For that kind of RAM i really recommend JWM (80mb) then IceWM followed by Lxde, Lxqt, Openbox, Xfce ( with lightweight apps as mentioned above).JWM, IceWM, Openbox, Lxde, lxqt are available in Uruk 2.2 & Trisquel 8 repositaries, ..Xfce not yet.
Feedback is on the mailing list :
To subscribe to the list, just send a mail to name at domain with the subject field: subscribe. A mail will be sent back to confirm the request. To unsubscribe follow the same procedure, but with the subject field unsubscribe. And to remain faithful to our GNUisance status, confirmation is needed in this case too. To Post in the mailing list send your message to name at domain
"1GB RAM is not really comfortable"
True, and I'm looking at buying a RAM upgrade, or just using this netbook as a CLI-only system. But it's worth pointing out that Trisquel 7 (with the default DE) still gave me significantly better performance than the Uruk beta I tried. Even running Debian live off a USB gave me better performance. I figure this is something the developers might want to know, so thanks for the contact info :)
Could be that Mate Compiz is enabled by default in Uruk 2.2 or not ?
With or without one may gain 100mb or more ( guessing ;-)..¿
Is it System D distro ? if is system D no Thx!
Would it be good to you if you help Uruk to port an OpenRC edition for them?
I rarely, very rarely use 1 full gb of RAM. I am not joking. One thing is also true: I don't go crazy about multitasking..
Xfce or LXDE is your answer..
My laptop is also mid-low-ended, i3-2367 amd64 and 3.72GiB RAM, and I am a keen LXQt, Lumina, Liri user, to save more RAM you also need 16GiB swap partitions at least.

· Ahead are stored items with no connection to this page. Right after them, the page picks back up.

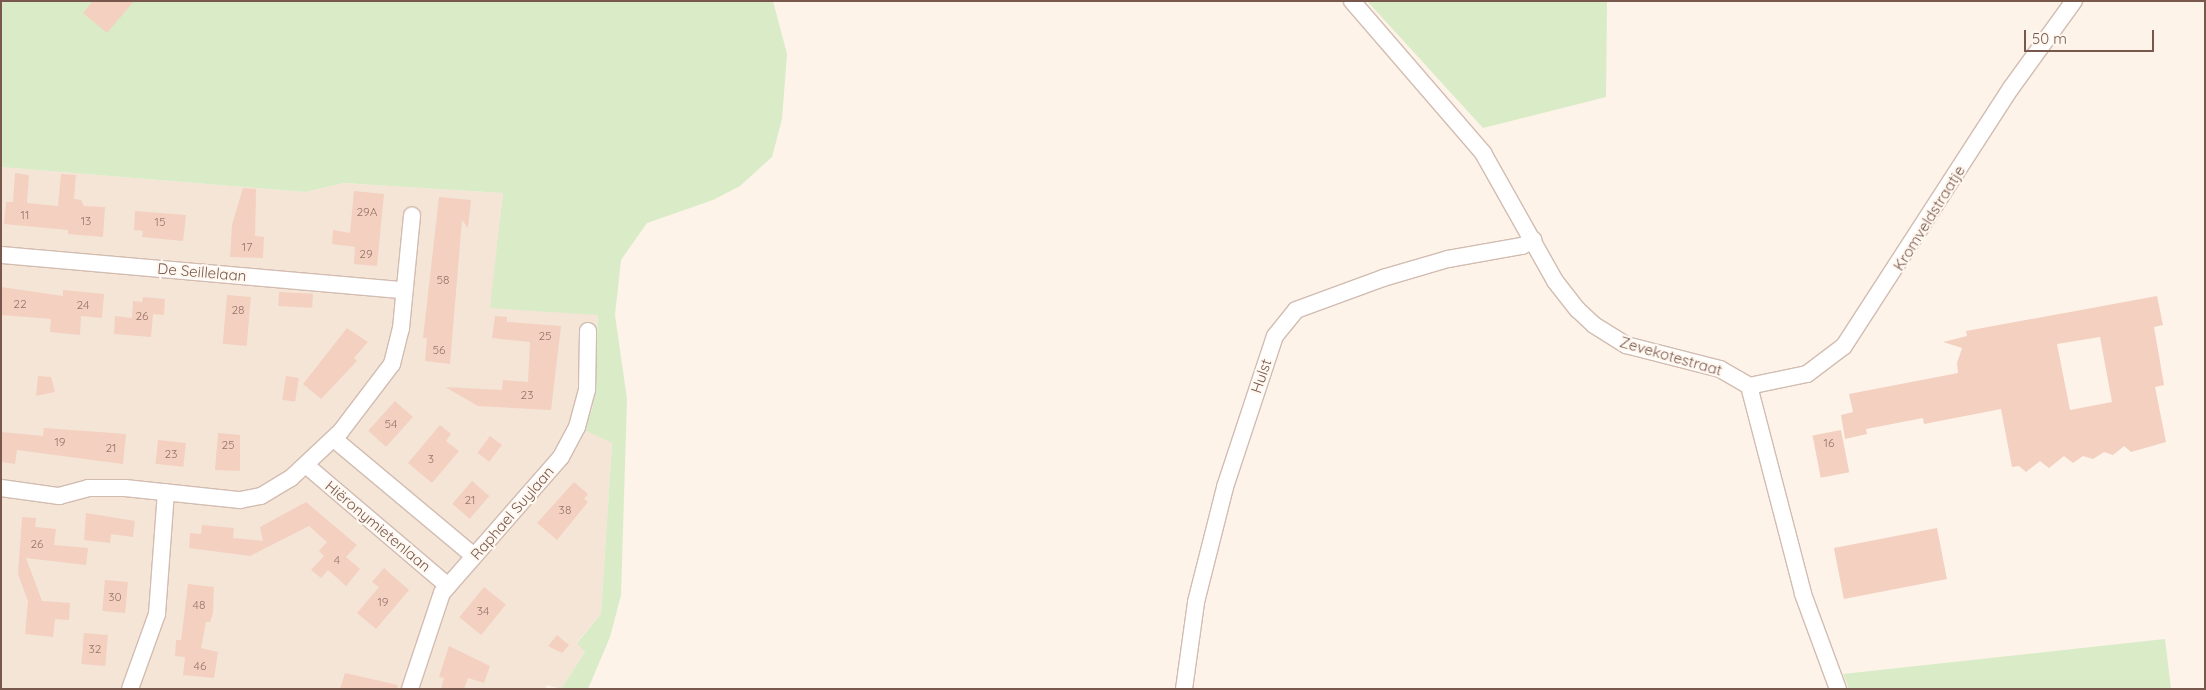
<!DOCTYPE html>
<meta charset="utf-8">
<style>
body{margin:0}
#map{position:relative;width:2206px;height:690px;overflow:hidden;background:#fdf3e9;font-family:Quicksand,sans-serif}
div>[style]{position:absolute}
.residential>*{inset:0;background:#f5e5d7}
.green>*{inset:0;background:#d9ebc7}
.building>*{inset:0;background:#f3d0c0;transform-origin:0 0}
.roads{filter:drop-shadow(1px 0 #d2bcb1) drop-shadow(-1px 0 #d2bcb1) drop-shadow(0 1px #d2bcb1) drop-shadow(0 -1px #d2bcb1)}
.minor>*{height:16px;margin:-8px;padding:0 8px;transform-origin:8px;border-radius:8px;background:#fff}
span{translate:-50% -50%;white-space:nowrap;text-align:center;line-height:1.15;-webkit-text-stroke:4.5px #fff8f0;paint-order:stroke}
.number-label{font-size:12px;color:#977569}
.number-label span{-webkit-text-stroke-width:0}
.street-label{font-size:15px;color:#78574c}
.frame{position:absolute;inset:0;border:2px solid #78574c;pointer-events:none}
.scale{position:absolute;left:2024px;top:30px;width:130px;height:22px;box-sizing:border-box;border:2px solid #78574c;border-top:0;padding-left:6px;font-size:15px;line-height:18px;white-space:nowrap;color:#78574c;-webkit-text-stroke:4px #fff8f0;paint-order:stroke}
</style>
<div id="map">
<div class="residential">
<div style="clip-path:polygon(1px 167px,305px 192px,344px 183px,503px 193px,497px 256px,598px 315px,593px 407px,584px 430px,612px 442px,601px 614px,577px 642px,585px 652px,561px 689px,547px 685px,545px 689px,1px 689px)"></div>
</div>
<div class="green">
<div style="clip-path:polygon(1px 1px,773px 1px,787px 54px,782px 119px,772px 157px,740px 186px,713px 200px,647px 223px,621px 260px,615px 315px,627px 399px,621px 595px,610px 637px,588px 689px,561px 689px,585px 652px,577px 643px,601px 614px,612px 443px,584px 430px,593px 407px,598px 315px,490px 308px,503px 193px,344px 183px,305px 192px,1px 167px)"></div>
<div style="clip-path:polygon(1367px 1px,1607px 1px,1606px 97px,1483px 128px)"></div>
<div style="clip-path:polygon(2165px 639px,2171px 689px,1849px 689px,1843px 674px)"></div>
</div>
<div class="building">
<div style="clip-path:polygon(93px 1px,134px 1px,107px 33px,83px 13px)"></div>
<div style="clip-path:polygon(15px 173px,29px 175px,27px 203px,58px 206px,61px 174px,76px 175px,74px 199px,81px 200px,84px 206px,105px 207px,103px 237px,68px 234px,68px 230px,4px 224px,6px 202px,13px 202px)"></div>
<div style="clip-path:polygon(243px 188px,256px 189px,255px 236px,264px 237px,263px 258px,230px 257px,232px 225px)"></div>
<div style="clip-path:polygon(354px 191px,384px 194px,377px 266px,354px 264px,355px 247px,332px 244px,333px 230px,350px 233px)"></div>
<div style="clip-path:polygon(439px 197px,471px 200px,468px 228px,462px 220px,450px 364px,425px 361px,427px 338px,423px 338px)"></div>
<div style="clip-path:polygon(135px 211px,186px 215px,183px 241px,142px 237px,143px 231px,134px 230px)"></div>
<div style="clip-path:polygon(1px 287px,63px 296px,63px 290px,104px 294px,102px 318px,81px 316px,80px 335px,50px 332px,51px 319px,1px 315px)"></div>
<div style="left:279px;top:292px;width:34px;height:14px;rotate:3deg"></div>
<div style="left:227px;top:295px;width:24px;height:49px;rotate:5deg"></div>
<div style="clip-path:polygon(evenodd,2157px 296px,2163px 325px,2154px 327px,2164px 385px,2155px 387px,2166px 442px,2131px 452px,2124px 446px,2113px 455px,2104px 452px,2093px 459px,2083px 456px,2073px 463px,2064px 456px,2049px 468px,2040px 461px,2026px 472px,2019px 466px,2012px 467px,2001px 409px,1924px 424px,1923px 418px,1866px 429px,1867px 434px,1845px 439px,1841px 415px,1853px 412px,1849px 394px,1958px 373px,1957px 363px,1962px 348px,1943px 342px,1967px 336px,1966px 331px,2157px 296px,2100px 337px,2112px 402px,2070px 410px,2057px 344px,2100px 337px)"></div>
<div style="clip-path:polygon(143px 297px,165px 299px,164px 315px,153px 314px,151px 337px,114px 334px,115px 316px,132px 318px,133px 301px,142px 302px)"></div>
<div style="clip-path:polygon(495px 316px,507px 317px,507px 322px,561px 326px,551px 410px,478px 406px,445px 387px,502px 390px,503px 380px,528px 382px,530px 342px,492px 338px)"></div>
<div style="clip-path:polygon(347px 328px,368px 342px,354px 358px,357px 361px,321px 399px,303px 384px)"></div>
<div style="clip-path:polygon(38px 376px,51px 377px,55px 392px,36px 396px)"></div>
<div style="left:286px;top:376px;width:13px;height:24px;rotate:9deg"></div>
<div style="left:395px;top:401px;width:24px;height:40px;rotate:42deg"></div>
<div style="clip-path:polygon(440px 425px,451px 434px,446px 441px,459px 451px,432px 483px,408px 463px)"></div>
<div style="clip-path:polygon(44px 428px,126px 434px,123px 464px,17px 450px,15px 464px,1px 462px,1px 432px,43px 436px)"></div>
<div style="left:1841px;top:430px;width:43px;height:29px;rotate:79deg"></div>
<div style="clip-path:polygon(218px 433px,240px 435px,240px 471px,215px 470px)"></div>
<div style="left:490px;top:436px;width:15px;height:21px;rotate:37deg"></div>
<div style="left:158px;top:440px;width:28px;height:24px;rotate:6deg"></div>
<div style="left:472px;top:481px;width:23px;height:30px;rotate:41deg"></div>
<div style="clip-path:polygon(574px 482px,588px 494px,584px 499px,588px 502px,557px 540px,537px 523px)"></div>
<div style="clip-path:polygon(306px 502px,357px 545px,346px 557px,360px 569px,346px 586px,328px 570px,321px 578px,311px 570px,324px 556px,319px 551px,327px 542px,309px 526px,250px 556px,189px 548px,190px 533px,201px 534px,202px 525px,234px 528px,233px 538px,263px 541px,260px 527px)"></div>
<div style="clip-path:polygon(86px 513px,135px 521px,133px 537px,111px 534px,110px 543px,84px 540px)"></div>
<div style="clip-path:polygon(22px 517px,36px 518px,35px 527px,56px 529px,54px 545px,88px 548px,86px 565px,26px 558px,42px 601px,70px 603px,69px 620px,55px 619px,53px 637px,25px 634px,28px 601px,18px 574px)"></div>
<div style="left:1937px;top:528px;width:52px;height:105px;rotate:79deg"></div>
<div style="clip-path:polygon(384px 568px,409px 590px,376px 629px,357px 613px,379px 587px,372px 582px)"></div>
<div style="left:105px;top:580px;width:23px;height:31px;rotate:5deg"></div>
<div style="clip-path:polygon(188px 584px,214px 587px,213px 613px,210px 622px,206px 622px,201px 648px,218px 652px,214px 678px,183px 675px,185px 657px,175px 656px,176px 640px,181px 640px)"></div>
<div style="left:484px;top:587px;width:28px;height:39px;rotate:39deg"></div>
<div style="left:84px;top:633px;width:24px;height:31px;rotate:5deg"></div>
<div style="clip-path:polygon(557px 635px,569px 645px,562px 653px,548px 646px)"></div>
<div style="clip-path:polygon(449px 646px,490px 666px,484px 683px,468px 678px,464px 689px,441px 689px,444px 678px,439px 677px)"></div>
<div style="clip-path:polygon(345px 673px,398px 685px,397px 689px,340px 689px)"></div>
</div>
<div class="roads">
<div class="minor">
<div style="left:1352px;top:1px;width:201px;rotate:49.2deg"></div>
<div style="left:1483px;top:153px;width:147px;rotate:60.6deg"></div>
<div style="left:1555px;top:281px;width:37px;rotate:52deg"></div>
<div style="left:1578px;top:310px;width:22px;rotate:43deg"></div>
<div style="left:1594px;top:325px;width:38px;rotate:32deg"></div>
<div style="left:1626px;top:345px;width:97px;rotate:14.3deg"></div>
<div style="left:1720px;top:369px;width:34px;rotate:30deg"></div>
<div style="left:1749px;top:386px;width:215px;rotate:75.4deg"></div>
<div style="left:1803px;top:594px;width:101px;rotate:69.8deg"></div>
<div style="left:1px;top:255px;width:404px;rotate:5deg"></div>
<div style="left:1749px;top:386px;width:59px;rotate:-11.7deg"></div>
<div style="left:1807px;top:374px;width:46px;rotate:-37.1deg"></div>
<div style="left:1844px;top:346px;width:307px;rotate:-57.1deg"></div>
<div style="left:2011px;top:88px;width:107px;rotate:-54.1deg"></div>
<div style="left:334px;top:439px;width:182px;rotate:39.9deg"></div>
<div style="left:307px;top:466px;width:185px;rotate:40.4deg"></div>
<div style="left:1px;top:488px;width:59px;rotate:7.9deg"></div>
<div style="left:59px;top:496px;width:30px;rotate:-15deg"></div>
<div style="left:88px;top:488px;width:37px"></div>
<div style="left:125px;top:488px;width:116px;rotate:6deg"></div>
<div style="left:240px;top:500px;width:21px;rotate:-11deg"></div>
<div style="left:261px;top:496px;width:35px;rotate:-31deg"></div>
<div style="left:291px;top:478px;width:69px;rotate:-43.2deg"></div>
<div style="left:341px;top:431px;width:84px;rotate:-52.7deg"></div>
<div style="left:392px;top:364px;width:37px;rotate:-76deg"></div>
<div style="left:401px;top:328px;width:113px;rotate:-84.4deg"></div>
<div style="left:130px;top:689px;width:80px;rotate:-70.2deg"></div>
<div style="left:157px;top:614px;width:122px;rotate:-85.8deg"></div>
<div style="left:410px;top:689px;width:101px;rotate:-71.6deg"></div>
<div style="left:442px;top:593px;width:181px;rotate:-48.8deg"></div>
<div style="left:561px;top:457px;width:34px;rotate:-62deg"></div>
<div style="left:577px;top:427px;width:38px;rotate:-75deg"></div>
<div style="left:587px;top:390px;width:59px;rotate:-89deg"></div>
<div style="left:1184px;top:689px;width:88px;rotate:-82.1deg"></div>
<div style="left:1196px;top:602px;width:119px;rotate:-75.8deg"></div>
<div style="left:1225px;top:487px;width:159px;rotate:-71.7deg"></div>
<div style="left:1275px;top:336px;width:33px;rotate:-51deg"></div>
<div style="left:1296px;top:310px;width:93px;rotate:-20.2deg"></div>
<div style="left:1383px;top:278px;width:68px;rotate:-16.3deg"></div>
<div style="left:1448px;top:259px;width:75px;rotate:-10deg"></div>
<div style="left:1522px;top:246px;width:13px;rotate:-29deg"></div>
</div>
</div>
<div class="number-label">
<span style="left:367px;top:212px">29A</span>
<span style="left:25px;top:215px">11</span>
<span style="left:86px;top:221px">13</span>
<span style="left:160px;top:222px">15</span>
<span style="left:247px;top:247px">17</span>
<span style="left:366px;top:254px">29</span>
<span style="left:443px;top:280px">58</span>
<span style="left:20px;top:304px">22</span>
<span style="left:83px;top:305px">24</span>
<span style="left:238px;top:310px">28</span>
<span style="left:142px;top:316px">26</span>
<span style="left:545px;top:336px">25</span>
<span style="left:439px;top:350px">56</span>
<span style="left:527px;top:395px">23</span>
<span style="left:391px;top:424px">54</span>
<span style="left:60px;top:442px">19</span>
<span style="left:1829px;top:443px">16</span>
<span style="left:228px;top:445px">25</span>
<span style="left:111px;top:448px">21</span>
<span style="left:171px;top:454px">23</span>
<span style="left:431px;top:459px">3</span>
<span style="left:470px;top:500px">21</span>
<span style="left:565px;top:510px">38</span>
<span style="left:37px;top:544px">26</span>
<span style="left:337px;top:560px">4</span>
<span style="left:115px;top:597px">30</span>
<span style="left:383px;top:602px">19</span>
<span style="left:199px;top:605px">48</span>
<span style="left:483px;top:611px">34</span>
<span style="left:95px;top:649px">32</span>
<span style="left:200px;top:666px">46</span>
</div>
<div class="street-label">
<span style="left:1929px;top:218px;rotate:-58deg">Kromveldstraatje</span>
<span style="left:202px;top:272px;rotate:5deg">De Seillelaan</span>
<span style="left:1671px;top:356px;rotate:16deg">Zevekotestraat</span>
<span style="left:1261px;top:376px;rotate:-71deg">Hulst</span>
<span style="left:512px;top:513px;rotate:-49deg">Raphael Suylaan</span>
<span style="left:378px;top:526px;rotate:40deg">Hiëronymietenlaan</span>
</div>
<div class="frame"></div>
<div class="scale">50 m</div>
</div>
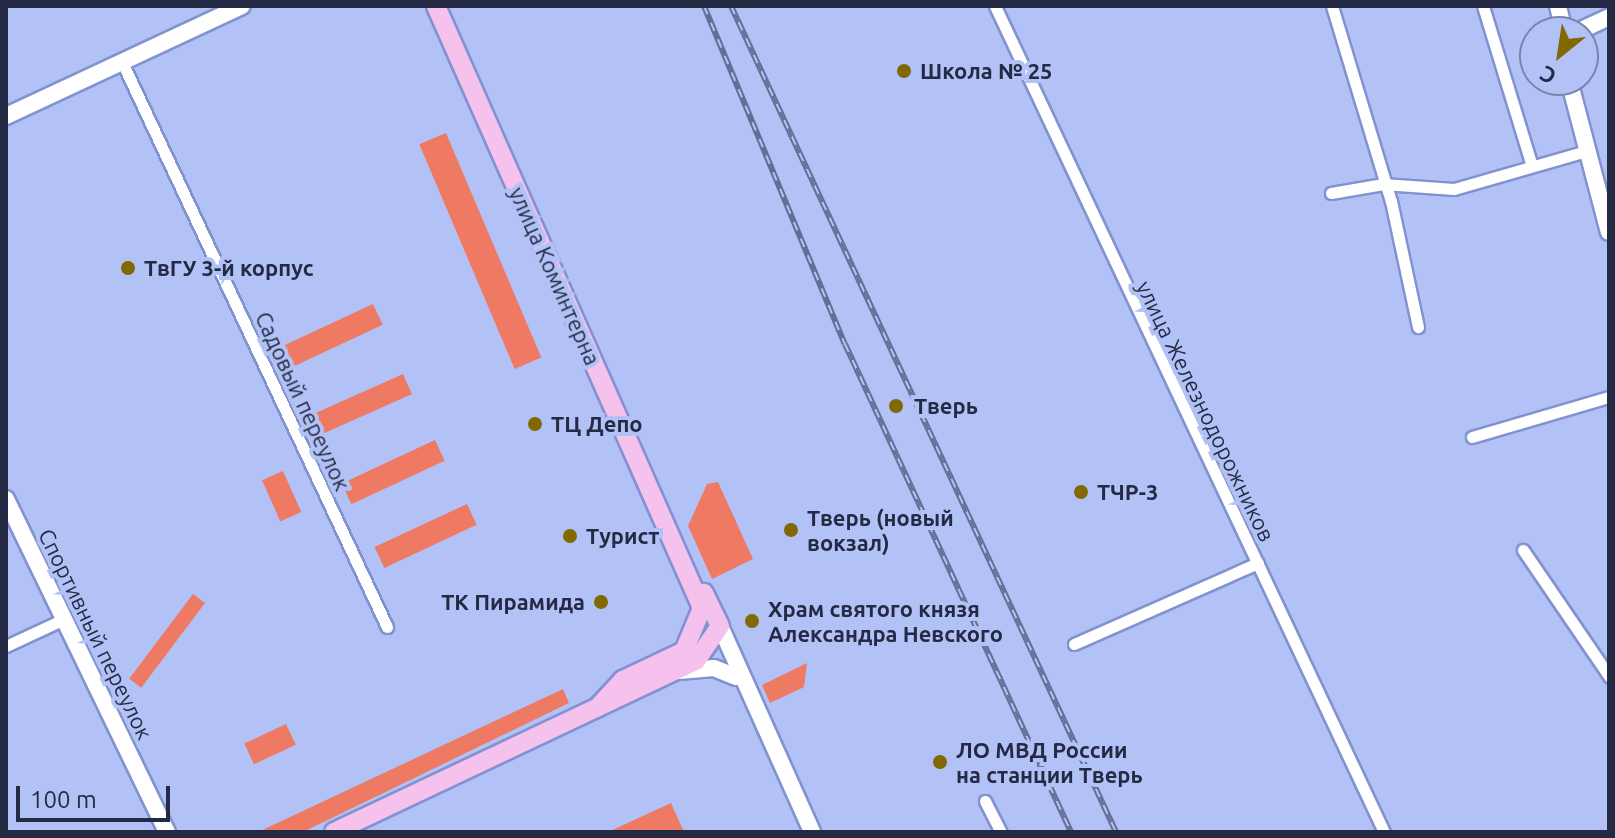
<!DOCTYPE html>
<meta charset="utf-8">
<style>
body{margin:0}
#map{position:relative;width:1615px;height:838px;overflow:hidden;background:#b3c2f6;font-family:Ubuntu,sans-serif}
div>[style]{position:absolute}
.green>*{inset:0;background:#ee7a64;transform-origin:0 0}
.roads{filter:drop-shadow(2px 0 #8292d0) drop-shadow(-2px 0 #8292d0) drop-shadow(0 2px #8292d0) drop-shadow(0 -2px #8292d0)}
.street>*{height:11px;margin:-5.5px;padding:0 5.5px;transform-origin:5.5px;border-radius:5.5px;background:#fff}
.secondary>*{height:16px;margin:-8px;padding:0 8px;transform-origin:8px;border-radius:8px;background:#fff}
.primary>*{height:18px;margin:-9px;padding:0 9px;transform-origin:9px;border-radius:9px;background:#f4c2ec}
.rail>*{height:6px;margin-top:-3px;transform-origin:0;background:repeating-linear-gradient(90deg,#b3c2f6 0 9px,#646e94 0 18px);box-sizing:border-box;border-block:2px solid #646e94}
.dots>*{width:22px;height:22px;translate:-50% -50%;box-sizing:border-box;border:4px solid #b3c2f6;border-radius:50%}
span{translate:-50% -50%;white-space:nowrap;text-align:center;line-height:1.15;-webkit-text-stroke:8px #b3c2f6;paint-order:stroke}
.poi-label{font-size:22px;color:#242a44;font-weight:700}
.left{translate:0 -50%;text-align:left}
.right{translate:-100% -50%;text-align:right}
.street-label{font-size:22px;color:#242a44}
.frame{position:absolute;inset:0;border:8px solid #242a44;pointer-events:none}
.north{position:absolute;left:1519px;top:16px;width:80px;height:80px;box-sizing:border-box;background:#b3c2f6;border:2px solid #7a85af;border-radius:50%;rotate:210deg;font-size:22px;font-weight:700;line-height:32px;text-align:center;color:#242a44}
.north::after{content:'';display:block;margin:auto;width:28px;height:36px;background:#816800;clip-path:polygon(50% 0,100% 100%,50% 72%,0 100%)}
.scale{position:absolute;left:16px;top:786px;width:154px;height:36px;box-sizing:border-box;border:4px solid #242a44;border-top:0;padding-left:10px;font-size:24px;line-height:28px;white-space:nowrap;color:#242a44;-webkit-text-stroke:6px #b3c2f6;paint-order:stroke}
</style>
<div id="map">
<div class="green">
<i style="left:446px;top:133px;width:244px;height:29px;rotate:67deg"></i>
<i style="left:373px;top:304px;width:23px;height:105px;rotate:65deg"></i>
<i style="left:403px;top:374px;width:22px;height:103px;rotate:66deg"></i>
<i style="left:435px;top:440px;width:23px;height:103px;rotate:65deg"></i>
<i style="left:283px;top:471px;width:45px;height:23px;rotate:66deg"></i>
<i style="clip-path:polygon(718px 482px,753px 559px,712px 579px,688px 526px,707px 484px)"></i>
<i style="left:467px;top:504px;width:23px;height:102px;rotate:65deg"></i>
<i style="left:193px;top:594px;width:15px;height:106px;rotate:37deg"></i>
<i style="clip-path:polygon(807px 663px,804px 687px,770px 703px,762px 685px)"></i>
<i style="clip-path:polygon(563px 689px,569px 703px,303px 832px,258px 832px)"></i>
<i style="left:286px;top:724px;width:23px;height:46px;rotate:65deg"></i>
<i style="clip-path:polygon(671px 803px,684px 832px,608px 832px)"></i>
</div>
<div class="roads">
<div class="street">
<i style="left:995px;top:6px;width:913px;rotate:64.78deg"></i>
<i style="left:1332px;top:6px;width:204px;rotate:73.2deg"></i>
<i style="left:1391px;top:201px;width:129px;rotate:77.9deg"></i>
<i style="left:1483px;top:6px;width:167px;rotate:73deg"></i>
<i style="left:122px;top:62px;width:624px;rotate:64.87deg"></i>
<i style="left:1331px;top:193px;width:53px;rotate:-9.8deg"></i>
<i style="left:1383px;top:184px;width:71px;rotate:4deg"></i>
<i style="left:1454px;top:189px;width:134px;rotate:-16deg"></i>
<i style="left:1472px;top:437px;width:143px;rotate:-16.3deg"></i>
<i style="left:1523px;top:550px;width:153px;rotate:55.7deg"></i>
<i style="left:1074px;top:644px;width:201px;rotate:-23.8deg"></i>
<i style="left:6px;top:646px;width:64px;rotate:-25deg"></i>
<i style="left:985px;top:801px;width:35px;rotate:63deg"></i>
</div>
<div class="secondary">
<i style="left:1558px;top:6px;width:27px;rotate:77deg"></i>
<i style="left:1577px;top:32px;width:35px;rotate:-25deg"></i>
<i style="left:1569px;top:80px;width:157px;rotate:75.3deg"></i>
<i style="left:6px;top:116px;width:260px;rotate:-25deg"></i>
<i style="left:6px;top:499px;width:370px;rotate:64.2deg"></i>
<i style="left:720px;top:626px;width:226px;rotate:65.9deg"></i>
<i style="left:679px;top:671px;width:35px;rotate:-5deg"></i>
<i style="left:714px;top:668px;width:24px;rotate:22deg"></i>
</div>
<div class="primary">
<i style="left:436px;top:6px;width:658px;rotate:66.16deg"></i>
<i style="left:702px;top:608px;width:47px;rotate:112.7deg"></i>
<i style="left:684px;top:651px;width:68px;rotate:154.6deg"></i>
<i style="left:623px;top:680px;width:38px;rotate:133deg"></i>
<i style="left:334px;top:832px;width:400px;rotate:-25.3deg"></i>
<i style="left:696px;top:661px;width:42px;rotate:-55.6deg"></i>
<i style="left:720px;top:626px;width:37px;rotate:-116deg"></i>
</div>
</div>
<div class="rail">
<i style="left:704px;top:6px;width:366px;rotate:67.4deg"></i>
<i style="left:845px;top:344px;width:538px;rotate:65.15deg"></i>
<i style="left:731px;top:6px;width:911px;rotate:65.01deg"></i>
</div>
<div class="dots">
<i style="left:904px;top:71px;background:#816800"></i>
<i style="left:128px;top:268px;background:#816800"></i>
<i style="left:896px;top:406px;background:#816800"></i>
<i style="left:535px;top:424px;background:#816800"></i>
<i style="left:1081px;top:492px;background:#816800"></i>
<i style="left:791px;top:530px;background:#816800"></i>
<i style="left:570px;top:536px;background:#816800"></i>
<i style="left:601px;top:602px;background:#816800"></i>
<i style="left:752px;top:621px;background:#816800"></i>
<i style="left:940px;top:762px;background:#816800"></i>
</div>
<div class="poi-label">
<span class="left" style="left:920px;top:71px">Школа № 25</span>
<span class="left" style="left:144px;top:268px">ТвГУ 3-й корпус</span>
<span class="left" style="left:914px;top:406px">Тверь</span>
<span class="left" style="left:551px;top:424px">ТЦ Депо</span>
<span class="left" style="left:1097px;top:492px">ТЧР-3</span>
<span class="left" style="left:807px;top:530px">Тверь (новый<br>вокзал)</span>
<span class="left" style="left:586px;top:536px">Турист</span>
<span class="right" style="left:585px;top:602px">ТК Пирамида</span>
<span class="left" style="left:768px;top:621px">Храм святого князя<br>Александра Невского</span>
<span class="left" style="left:956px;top:762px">ЛО МВД России<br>на станции Тверь</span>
</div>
<div class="street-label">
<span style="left:555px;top:276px;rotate:66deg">улица Коминтерна</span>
<span style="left:303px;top:401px;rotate:65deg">Садовый переулок</span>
<span style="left:1206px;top:411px;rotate:64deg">улица Железнодорожников</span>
<span style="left:96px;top:634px;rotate:64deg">Спортивный переулок</span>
</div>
<div class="frame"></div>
<div class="north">С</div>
<div class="scale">100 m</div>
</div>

Not even two weeks ago, you were recommending in *this* thread to not have swap: https://trisquel.info/forum/uruk-gnulinux-20-beta-2#comment-122235
It was a bad recommendation... but having 16 GiB of swap on a system with 4 GiB of RAM is not a good recommendation either. It is a waste o disk space.
Explaining in more details:
- If the system does not have swap and runs out of RAM, the kernel kills a process. It may happen even if the system has a huge amount of RAM, e.g., after running for hours a program suffering from a memory leak triggered in some special condition. The choice of the process to kill is rather arbitrary: the kernel may not kill the faulty process.
- If the system has swap and runs out of RAM, it becomes slow. Unbearably slow. I measured: reading data on my SSD is about 50 times slower than on my RAM, 150 times if the data is on HDD. Nobody will have the patience to use such a system until 16 GiB of swap are filled! Noticing that her system has become slow, the user saves her work (she cannot in the previous situation, without swap), maybe run 'top' (or another system monitor) to discover what process eats up the memory resources, and chooses what program (probably that one) to close to free some memory.
- Hibernating a system is dumping the main memory onto the swap (after zipping it).
No user will hibernate an unbearably slow system that is swapping. Consequently, having as much swap as RAM is enough. If hibernation is never used, swap is still needed but 1 GiB looks enough for a desktop system. For server systems, an alert should automatically be sent to the administrator is the system runs out of RAM. The intervention (figuring out the faulty program and closing it) is delayed in comparison with a desktop system, with the user sitting in front of the screen. That is why server systems had better have more swap.